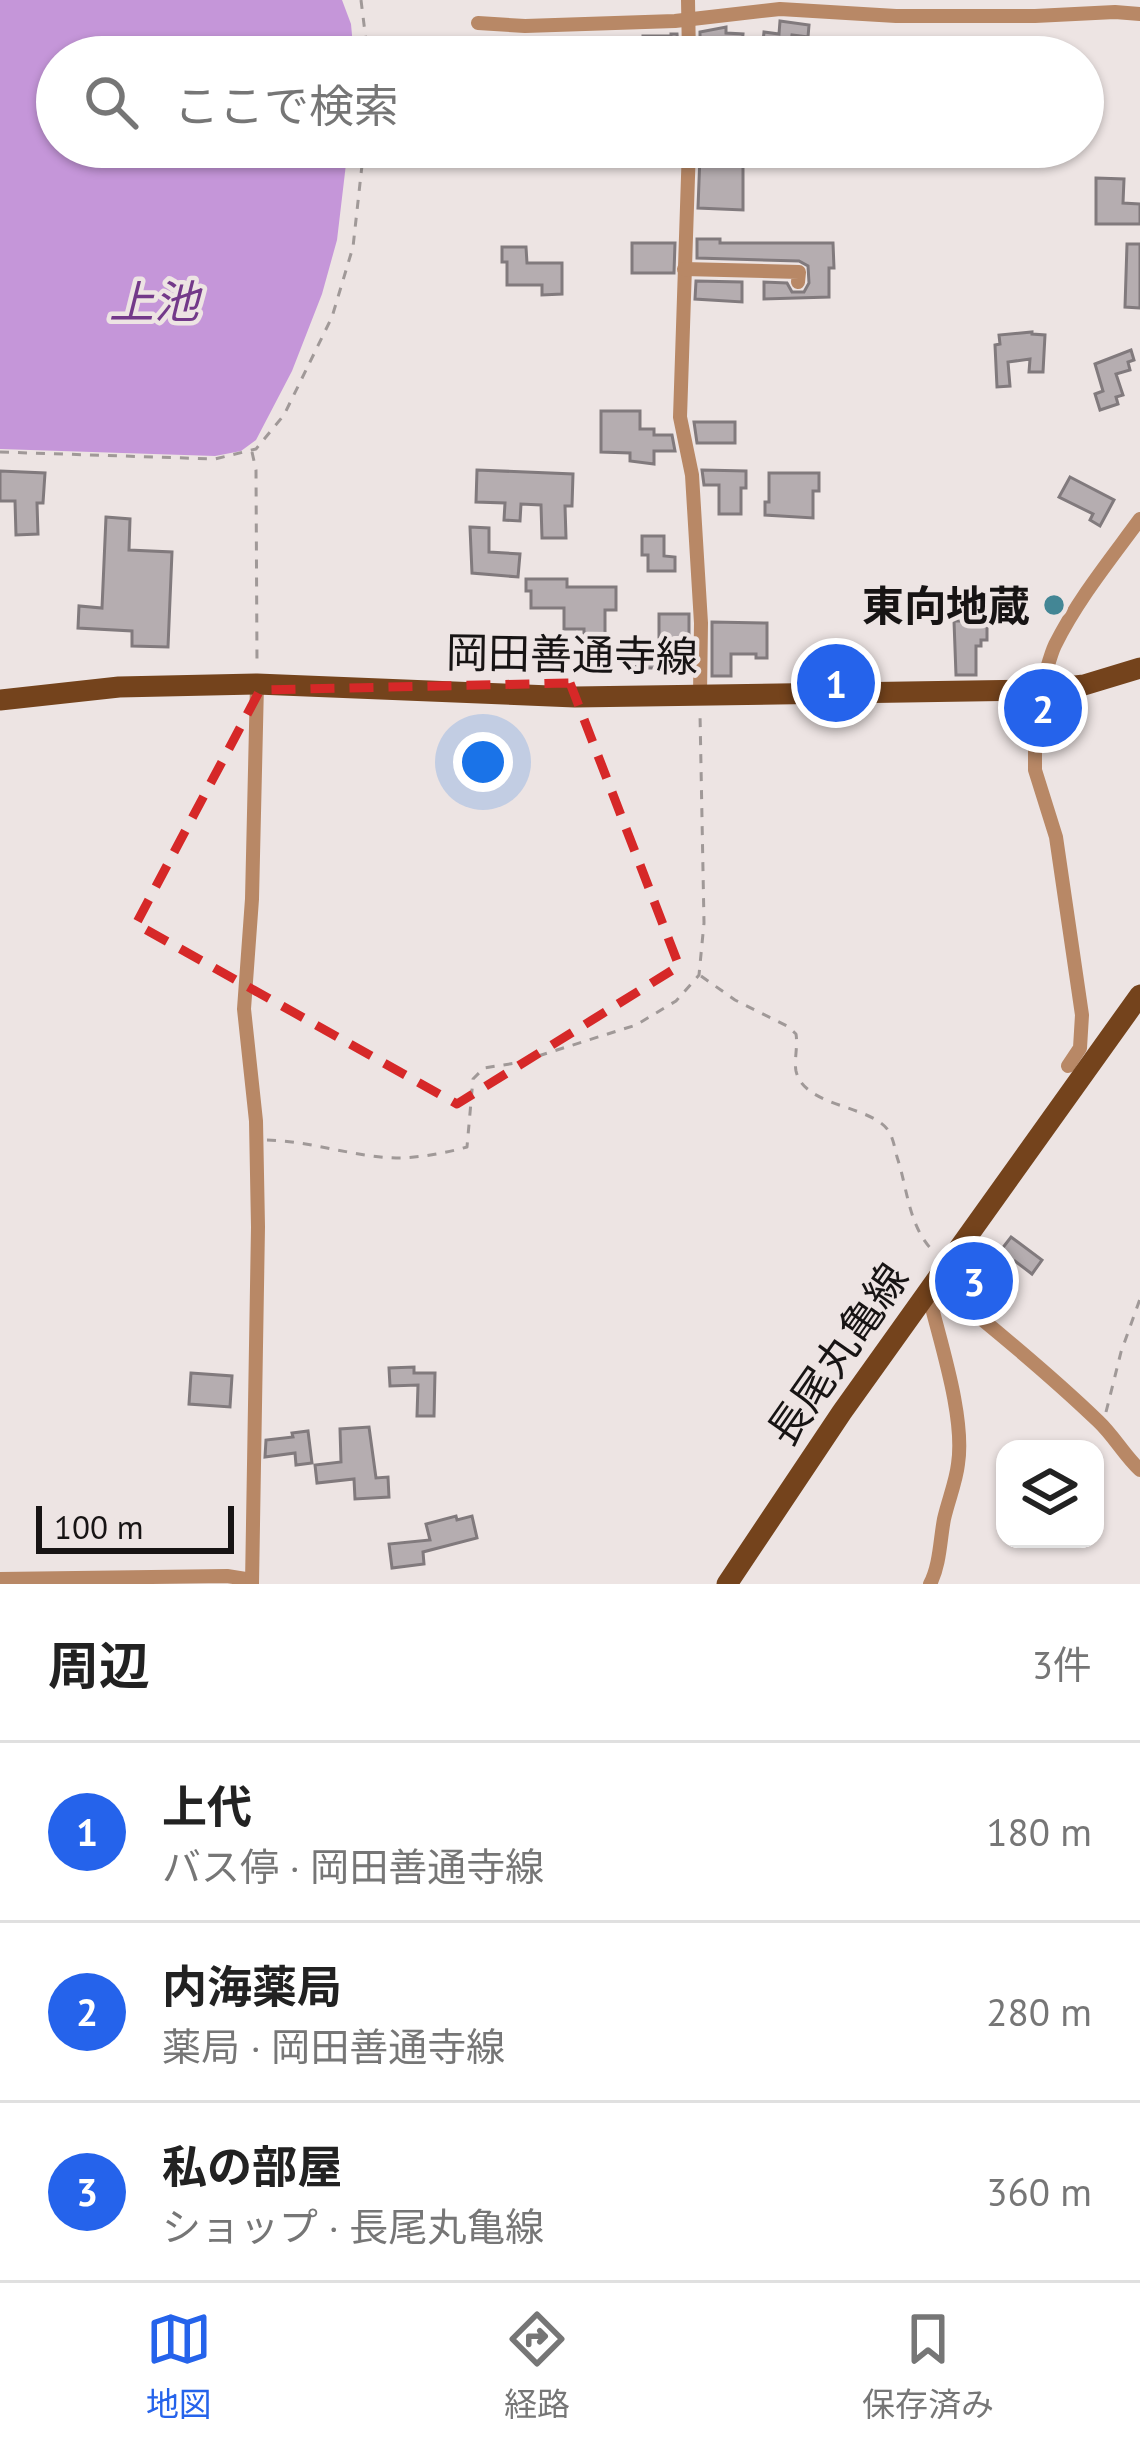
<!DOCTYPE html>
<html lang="ja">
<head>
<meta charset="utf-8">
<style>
  body { margin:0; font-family:"PT Sans","Noto Sans JP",sans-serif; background:#f6f6f6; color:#222 }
  .controls { position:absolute; right:36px; bottom:36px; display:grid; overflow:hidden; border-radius:24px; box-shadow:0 3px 9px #0004 }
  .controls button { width:108px; height:108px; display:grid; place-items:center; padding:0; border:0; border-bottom:3px solid #e0e0e0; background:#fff; color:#222; font:60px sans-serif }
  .scale { position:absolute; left:36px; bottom:30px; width:198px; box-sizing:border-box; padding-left:12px; border:6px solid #171414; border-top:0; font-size:33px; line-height:42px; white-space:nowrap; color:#171414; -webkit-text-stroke:9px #ede4e3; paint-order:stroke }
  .you { position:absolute; left:483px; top:762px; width:42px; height:42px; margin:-30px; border:9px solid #fff; border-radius:50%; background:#1a73e8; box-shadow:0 0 0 18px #1a73e833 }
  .badge { display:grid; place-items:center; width:78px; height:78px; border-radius:50%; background:#2563eb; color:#fff; font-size:39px; font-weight:700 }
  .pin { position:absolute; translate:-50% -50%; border:6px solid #fff; box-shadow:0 3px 12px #0006 }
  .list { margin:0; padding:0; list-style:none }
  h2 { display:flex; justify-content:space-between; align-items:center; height:156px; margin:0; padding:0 48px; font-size:51px }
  h2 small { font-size:39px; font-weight:400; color:#767676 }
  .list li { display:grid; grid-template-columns:78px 1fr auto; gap:36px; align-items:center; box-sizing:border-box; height:180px; padding:0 48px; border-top:3px solid #e0e0e0 }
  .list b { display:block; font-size:45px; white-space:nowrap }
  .list p { margin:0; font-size:39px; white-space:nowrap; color:#767676 }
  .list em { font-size:39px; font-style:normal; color:#767676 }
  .icon { flex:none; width:66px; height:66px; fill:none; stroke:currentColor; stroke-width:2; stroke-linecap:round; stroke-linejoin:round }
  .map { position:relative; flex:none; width:1140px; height:1584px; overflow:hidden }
  .search { position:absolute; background:#fff; box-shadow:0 3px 9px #0004; left:36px; right:36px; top:36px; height:132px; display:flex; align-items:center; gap:30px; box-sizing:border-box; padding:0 42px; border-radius:66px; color:#767676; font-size:45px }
  .sheet { height:696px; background:#fff }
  nav { display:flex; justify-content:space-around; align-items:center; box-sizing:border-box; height:168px; border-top:3px solid #e0e0e0; background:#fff; font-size:33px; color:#767676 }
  nav a { display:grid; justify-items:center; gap:6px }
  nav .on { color:#2563eb }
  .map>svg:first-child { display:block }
</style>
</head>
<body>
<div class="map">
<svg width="1140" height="1584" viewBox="0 0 1140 1584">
  <rect width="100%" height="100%" fill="#ede4e3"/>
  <polygon fill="#c596d9" points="0,0 342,0 351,24 354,57 57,57 57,147 348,147 337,240 322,294 292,371 256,440 241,451 215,456 0,449"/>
  <g fill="#b5adb0" stroke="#817a7d" stroke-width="3">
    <polygon points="780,21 809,25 808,37 792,35 789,54 762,51 764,32 779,34"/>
    <polygon points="726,27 726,33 743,34 741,57 724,57 724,52 700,51 700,32"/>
    <polygon points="671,34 677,34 678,48 668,47 668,54 628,55 628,40 643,40 643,36 671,36"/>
    <polygon points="700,155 743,157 743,210 698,208"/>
    <polygon points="1096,178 1124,179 1123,203 1140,204 1140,224 1096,224"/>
    <polygon points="697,239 720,239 720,243 833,243 834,268 829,268 829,297 764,299 764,282 787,283 792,292 804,292 809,283 808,266 799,261 697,258"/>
    <polygon points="632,243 675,243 674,273 632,273"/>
    <polygon points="1127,244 1140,244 1140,308 1125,307"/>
    <polygon points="502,247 526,247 527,263 562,263 562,294 542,295 542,285 507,285 507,262 502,262"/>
    <polygon points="696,281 742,282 742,302 695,299"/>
    <polygon points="1032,332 1032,334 1045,335 1043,372 1029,372 1030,359 1008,362 1010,386 997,387 995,345 1000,344 999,335"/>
    <polygon points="1131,350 1134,360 1128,362 1130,370 1116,374 1123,395 1116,397 1118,404 1100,410 1095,394 1103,391 1095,364"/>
    <polygon points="601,411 640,411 640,429 654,429 654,435 672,435 675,451 654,451 654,464 630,461 630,453 601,452"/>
    <polygon points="694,422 735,422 735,443 697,443"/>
    <polygon points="477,470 573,474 572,506 565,506 566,538 542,538 541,505 521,504 520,521 504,520 505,503 476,502"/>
    <polygon points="702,470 746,471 746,488 741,488 741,514 719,514 719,485 704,485"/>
    <polygon points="0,471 45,473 43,503 37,503 38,534 16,535 15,501 0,501"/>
    <polygon points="769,473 819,473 819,491 813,491 813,518 765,515 765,502 769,502"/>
    <polygon points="1070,477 1114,500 1100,526 1090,520 1093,514 1059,497"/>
    <polygon points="106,517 130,519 129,550 172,552 168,647 132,646 132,631 78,628 79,606 102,608"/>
    <polygon points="470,527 489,528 489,552 520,554 518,577 472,573"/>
    <polygon points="642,536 664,536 664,556 675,557 675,571 648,571 648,555 642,555"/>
    <polygon points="526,579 567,579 567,587 616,587 616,610 605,610 605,641 601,641 601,653 584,654 584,629 564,629 564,608 531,608 531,591 526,591"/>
    <polygon points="659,614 689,614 689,671 666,672 666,668 636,668 636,644 659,644"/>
    <polygon points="954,621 987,621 987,640 981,640 981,646 976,646 976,675 956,675"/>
    <polygon points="712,622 767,623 767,658 756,658 756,654 731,654 731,676 712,676"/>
    <polygon points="1011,1237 1042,1260 1032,1274 1015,1261 1005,1274 991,1263"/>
    <polygon points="414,1367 414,1373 435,1373 434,1416 417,1416 418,1385 390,1386 389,1368"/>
    <polygon points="191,1373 232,1376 230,1407 189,1404"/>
    <polygon points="369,1427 376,1478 388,1477 389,1497 355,1499 354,1479 317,1483 315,1465 341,1462 340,1429"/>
    <polygon points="308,1431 312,1463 296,1465 295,1453 265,1457 266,1440 293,1437 292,1433"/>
    <polygon points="456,1516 457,1520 472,1516 477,1538 423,1552 424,1564 392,1568 389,1544 430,1540 426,1524"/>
  </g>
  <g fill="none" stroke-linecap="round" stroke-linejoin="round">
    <g stroke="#a09998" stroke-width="3" stroke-dasharray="9 9" stroke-linecap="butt">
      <polyline points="361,0 368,57"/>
      <polyline points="0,452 215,459 256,449 284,415 332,317 353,247 364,147"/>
      <polyline points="252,452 256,470 257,664"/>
      <path d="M701,976L735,1000L787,1026L796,1034C798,1046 794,1060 796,1071C804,1107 870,1105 888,1130C893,1137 895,1149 897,1157C908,1190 908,1225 933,1251"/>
      <path d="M267,1140C312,1141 356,1158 401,1158C423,1157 446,1153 467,1147L473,1079L484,1068L516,1063L636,1025L676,1001L699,975L704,923L700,714"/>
      <polyline points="1106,1412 1121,1352 1140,1299"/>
    </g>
    <g stroke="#b88866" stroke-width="14">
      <polyline points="688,0 689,57"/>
      <polyline points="478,23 525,26 675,21 780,9 896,16 1035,16 1115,12 1140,14"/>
      <polyline points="689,147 680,417 692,475 701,623 700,694"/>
      <polyline points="684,269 799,272 798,282"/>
      <path d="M1068,1066L1080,1048L1082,1015L1056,837L1035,770V697C1046,682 1047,662 1055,645C1078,599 1110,560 1140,519"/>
      <path d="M935,1281C991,1326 1046,1371 1098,1421C1114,1436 1124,1455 1140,1470"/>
      <path d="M922,1299L931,1304C942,1348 965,1419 958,1464C956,1482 948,1501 944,1519C940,1540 940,1565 930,1584"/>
      <polyline points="0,1579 227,1576 252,1580"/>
      <polyline points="252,1584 258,1227 256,1121 244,1009 252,899 257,684"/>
    </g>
    <g stroke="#74431c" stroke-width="21">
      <polyline points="0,700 119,687 257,684 575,697 1040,690 1084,685 1140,668"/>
      <polyline points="727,1584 842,1412 1140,995"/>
    </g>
  </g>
  <path fill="none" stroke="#d62828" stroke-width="9" stroke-dasharray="24 15" stroke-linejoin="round" d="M570,683L679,966L457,1104L136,924L260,690Z"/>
  <circle fill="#438695" stroke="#ede4e3" stroke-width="4.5" cx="1054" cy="605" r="12"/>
  <g text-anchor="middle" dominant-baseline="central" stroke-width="9" stroke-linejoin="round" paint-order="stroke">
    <g font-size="42" font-weight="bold" fill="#171414" stroke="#ede4e3" text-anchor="end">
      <text x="1030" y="605">東向地蔵</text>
    </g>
    <g font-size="42" fill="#171414" stroke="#ede4e3">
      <text transform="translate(572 654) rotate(1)">岡田善通寺線</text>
      <text transform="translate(837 1354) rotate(-55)">長尾丸亀線</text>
    </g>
    <g font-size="45" font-style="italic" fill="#733989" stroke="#ede4e3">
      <text x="154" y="301">上池</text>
    </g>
  </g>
</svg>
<div class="controls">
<button><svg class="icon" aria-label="layers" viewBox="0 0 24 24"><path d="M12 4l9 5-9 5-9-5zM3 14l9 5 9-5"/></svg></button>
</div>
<div class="scale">100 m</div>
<div class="you"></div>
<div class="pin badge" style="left:836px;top:683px">1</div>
<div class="pin badge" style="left:1043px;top:708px">2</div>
<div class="pin badge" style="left:974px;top:1281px">3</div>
<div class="search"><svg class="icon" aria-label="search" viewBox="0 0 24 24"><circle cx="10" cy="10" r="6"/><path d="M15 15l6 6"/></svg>ここで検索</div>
</div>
<section class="sheet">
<h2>周辺<small>3件</small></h2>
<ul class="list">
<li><span class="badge">1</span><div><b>上代</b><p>バス停 · 岡田善通寺線</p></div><em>180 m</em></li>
<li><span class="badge">2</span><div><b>内海薬局</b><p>薬局 · 岡田善通寺線</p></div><em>280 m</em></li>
<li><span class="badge">3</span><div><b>私の部屋</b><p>ショップ · 長尾丸亀線</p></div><em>360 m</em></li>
</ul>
</section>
<nav>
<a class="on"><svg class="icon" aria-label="map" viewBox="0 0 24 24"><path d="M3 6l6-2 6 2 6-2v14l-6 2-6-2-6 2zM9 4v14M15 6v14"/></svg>地図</a>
<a><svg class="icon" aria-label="directions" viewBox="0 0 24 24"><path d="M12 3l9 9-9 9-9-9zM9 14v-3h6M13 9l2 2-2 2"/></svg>経路</a>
<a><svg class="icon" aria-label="saved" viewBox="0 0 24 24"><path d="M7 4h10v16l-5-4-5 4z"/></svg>保存済み</a>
</nav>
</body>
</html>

*WHAT IS EXPECTED*: All lines above that hold the string "linecap" should be copied.

*YOUR RESPONSE*:
  .icon { flex:none; width:66px; height:66px; fill:none; stroke:currentColor; stroke-width:2; stroke-linecap:round; stroke-linejoin:round }
  <g fill="none" stroke-linecap="round" stroke-linejoin="round">
    <g stroke="#a09998" stroke-width="3" stroke-dasharray="9 9" stroke-linecap="butt">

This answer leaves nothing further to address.